A atriz pernambucana Nash Laila tem apenas 21 anos, mas já possui o reconhecimento de muita gente com décadas de experiência. Ela começou sua carreira em pequenas peças amadoras e foi escolhida para ser protagonista do filme "Deserto Feliz" graças a uma amiga, que a levou para fazer o teste. O filme já foi exibido em diversos festivais de cinema dentro e fora do Brasil, e ganhou vários prêmios, incluindo "Melhor Filme".
"Antes mesmo de saber o que era ser atriz eu já quis ser", declara Nash. "Eu dizia a minha mãe, quando eu era muito pequenininha, que ia ser atriz e ela meio que levou a sério". Nash fez algumas peças amadoras na igreja e, a partir daí, investiu na carreira. Fez vários cursos relacionados a teatro e participou de montagens amadoras como "A lição" de Ionescu, com direção de Jorge Clésio.

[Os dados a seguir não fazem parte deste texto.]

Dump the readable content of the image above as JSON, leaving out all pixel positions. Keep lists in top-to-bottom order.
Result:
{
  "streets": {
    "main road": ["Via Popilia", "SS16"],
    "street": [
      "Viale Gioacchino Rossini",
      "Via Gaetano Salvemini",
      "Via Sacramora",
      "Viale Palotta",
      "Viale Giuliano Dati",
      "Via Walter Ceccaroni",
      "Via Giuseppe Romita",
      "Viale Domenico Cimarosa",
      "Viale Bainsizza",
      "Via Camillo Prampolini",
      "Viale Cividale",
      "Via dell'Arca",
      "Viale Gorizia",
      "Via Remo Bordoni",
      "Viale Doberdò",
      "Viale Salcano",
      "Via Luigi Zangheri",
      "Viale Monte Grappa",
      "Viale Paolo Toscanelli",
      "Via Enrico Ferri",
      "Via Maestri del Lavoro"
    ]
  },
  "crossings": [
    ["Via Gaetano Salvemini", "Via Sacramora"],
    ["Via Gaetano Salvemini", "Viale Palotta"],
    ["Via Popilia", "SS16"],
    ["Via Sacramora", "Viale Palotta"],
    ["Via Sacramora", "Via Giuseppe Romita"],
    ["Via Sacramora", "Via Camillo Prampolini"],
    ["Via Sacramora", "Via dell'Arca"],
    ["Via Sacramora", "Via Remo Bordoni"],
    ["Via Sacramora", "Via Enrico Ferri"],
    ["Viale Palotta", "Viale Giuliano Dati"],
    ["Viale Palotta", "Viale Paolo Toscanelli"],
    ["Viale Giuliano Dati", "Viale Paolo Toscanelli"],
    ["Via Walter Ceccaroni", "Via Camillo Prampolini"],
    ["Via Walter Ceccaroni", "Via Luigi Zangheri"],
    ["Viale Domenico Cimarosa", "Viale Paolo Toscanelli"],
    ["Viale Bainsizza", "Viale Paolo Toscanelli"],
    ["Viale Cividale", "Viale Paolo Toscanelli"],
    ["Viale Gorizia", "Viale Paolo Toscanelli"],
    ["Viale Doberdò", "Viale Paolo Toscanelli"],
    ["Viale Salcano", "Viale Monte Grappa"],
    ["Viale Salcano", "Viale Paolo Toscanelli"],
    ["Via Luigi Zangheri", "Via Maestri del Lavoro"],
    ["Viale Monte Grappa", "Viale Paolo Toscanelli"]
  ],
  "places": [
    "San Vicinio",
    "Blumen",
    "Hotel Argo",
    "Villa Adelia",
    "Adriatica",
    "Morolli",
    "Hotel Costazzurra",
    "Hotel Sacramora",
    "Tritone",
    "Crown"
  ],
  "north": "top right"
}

Logo quando ela foi chamada pra fazer o filme, levou um susto. "Era meu primeiro papel no cinema, um filme com uma temática de difícil aceitação e ainda eu seria a protagonista", explica. Mesmo sendo ainda inexperiente, ela procurou dar o melhor de si nas gravações, sempre expondo suas dificuldades para o diretor. O resultado foi um filme inovador, que arrebanhou prêmios em todos os festivais pelos quais passou.
A família teve um papel fundamental para o sucesso de Nash. A mãe, sempre acreditou no potencial dela como atriz. Nash contou com o apoio de toda a família sempre que estreava um novo espetáculo. Eles iam a todas as apresentações, e sempre estavam nas primeiras filas para aplaudi-la.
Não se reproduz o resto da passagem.